Pasó sin mirar a Cris, al cuarto de baño. «Debo lavarme la cara — se dijo—, me sentiré mejor». Le daba asco verse en el espejo. Grita de impotencia, grita, qué ocurrencia: buscar justificación en la juventud, carente de compromisos. Eres un baldragas. ¡Y él que pensaba que su vigor siempre le acompaña! Resulta que una parte leonina de éste se la tomaba prestada a otros. ¿Acaso él, por sí solo, vale tan poco cuando a su lado no se encuentran sus amigos? Ésta es una buena lección para él, una lección justa.
En el espejo Polynov vio a Cris. La muchacha se había acercado silenciosamente. Polynov se obligó a sonreír como era debido. Una sonrisa varonil de una persona mayor segura en sí, que sabe cómo actuar y qué hacer. Una sonrisa tranquila y alentadora.
— ¡No lo haga! — dijo de pronto Cris—. Yo… Yo no quería… no quería ofenderle…
Ella bajó los ojos.
— No te pongas contrita, niña — le dijo despreocupadamente Polynov.
— Sólo quería… — Cris alzó bruscamente la cabeza y miró con aire desafiante a Polynov—. Quería decir que no tenemos otra alternativa, tenemos que vencer. Eso es todo…

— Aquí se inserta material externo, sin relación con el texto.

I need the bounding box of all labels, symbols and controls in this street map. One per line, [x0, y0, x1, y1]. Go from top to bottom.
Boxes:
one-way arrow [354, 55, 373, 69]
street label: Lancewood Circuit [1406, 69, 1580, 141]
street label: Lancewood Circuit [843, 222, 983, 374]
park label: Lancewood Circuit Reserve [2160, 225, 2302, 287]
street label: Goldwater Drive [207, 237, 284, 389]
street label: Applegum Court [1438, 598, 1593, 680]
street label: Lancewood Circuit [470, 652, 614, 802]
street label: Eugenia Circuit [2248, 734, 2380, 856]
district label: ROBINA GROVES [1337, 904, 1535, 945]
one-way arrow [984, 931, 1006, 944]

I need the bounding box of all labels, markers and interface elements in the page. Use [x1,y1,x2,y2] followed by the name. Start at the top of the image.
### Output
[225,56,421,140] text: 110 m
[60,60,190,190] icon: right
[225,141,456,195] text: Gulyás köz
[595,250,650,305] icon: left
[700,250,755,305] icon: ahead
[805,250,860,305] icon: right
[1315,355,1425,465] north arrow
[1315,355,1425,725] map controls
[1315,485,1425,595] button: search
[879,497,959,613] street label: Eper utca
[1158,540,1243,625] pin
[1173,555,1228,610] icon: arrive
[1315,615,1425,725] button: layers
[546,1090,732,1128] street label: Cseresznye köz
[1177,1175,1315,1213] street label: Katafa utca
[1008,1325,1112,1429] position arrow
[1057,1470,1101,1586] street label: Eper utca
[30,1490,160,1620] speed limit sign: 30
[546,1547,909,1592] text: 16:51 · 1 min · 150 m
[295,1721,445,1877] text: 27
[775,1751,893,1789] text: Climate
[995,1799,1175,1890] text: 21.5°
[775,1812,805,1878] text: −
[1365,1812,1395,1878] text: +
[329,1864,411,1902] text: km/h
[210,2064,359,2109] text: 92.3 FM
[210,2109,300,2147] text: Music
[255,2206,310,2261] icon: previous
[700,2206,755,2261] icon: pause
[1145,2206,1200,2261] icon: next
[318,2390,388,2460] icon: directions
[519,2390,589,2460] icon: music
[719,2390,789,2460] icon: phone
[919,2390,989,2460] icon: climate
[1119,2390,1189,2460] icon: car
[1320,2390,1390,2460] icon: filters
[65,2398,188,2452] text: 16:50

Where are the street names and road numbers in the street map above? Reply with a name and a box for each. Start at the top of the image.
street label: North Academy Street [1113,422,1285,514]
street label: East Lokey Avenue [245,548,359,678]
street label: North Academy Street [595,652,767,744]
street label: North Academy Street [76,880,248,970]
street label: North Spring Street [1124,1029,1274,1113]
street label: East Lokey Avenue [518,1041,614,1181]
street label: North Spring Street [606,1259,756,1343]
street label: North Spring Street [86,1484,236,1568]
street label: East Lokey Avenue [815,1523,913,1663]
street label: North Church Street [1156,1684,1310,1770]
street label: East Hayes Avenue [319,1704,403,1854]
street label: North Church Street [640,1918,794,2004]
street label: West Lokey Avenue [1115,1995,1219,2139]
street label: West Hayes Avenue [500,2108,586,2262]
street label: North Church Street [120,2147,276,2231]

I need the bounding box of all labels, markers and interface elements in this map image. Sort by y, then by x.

Polynov pensó en contestarle algo, pero a tiempo comprendió que las palabras no eran necesarias. Le tendió la mano y Cris, con confianza, escondió en ella la suya.
La reclusión continuaba. Nadie molestaba a Polynov ni como preso, ni tampoco como médico. Únicamente, los vigilantes que les traían la comida se mostraban más parlanchines, ya sea debido al aburrimiento, o a la suspensión de la orden de callar.
Las más de las veces venían dos que parecían elegidos especialmente por lo mucho que contrastaban. Primero entraba, atrancando con su figura el vano de la puerta, un anglosajón de pelo pajizo y dentadura blanca: la experta mirada de sus insolentes ojos grises registraba el camarote, y sólo entonces dejaba pasar a un hombre de baja estatura, de rostro moreno como el barro cocido e igualmente impasible, cargado de fiambreras. Las tupidas cejas unidas en el entrecejo le daban un aspecto sombrío. Mientras ponía sobre la mesa los platos y las fiambreras, Gregory — así se llamaba el gigantón blanco— permanecía a la entrada casi rozando con la cabeza el techo. Con las piernas separadas, jugaba negligentemente con el lighting y como al desgaire apuntaba el cañón ora contra Polynov ora contra Cris. Con un desdén que ni siquiera trataba de disimular miraba al moreno Amín que trajinaba junto a la mesa y en una ocasión, cuando a éste se le cayó un tenedor y se agachó para recogerlo, le propinó por detrás, como a desgana, una patada, de modo que Amín rodó bajo la mesa. Esto produjo en Gregory un regocijo indecible, pero, por lo visto, no ofendió, en modo alguno, a su víctima.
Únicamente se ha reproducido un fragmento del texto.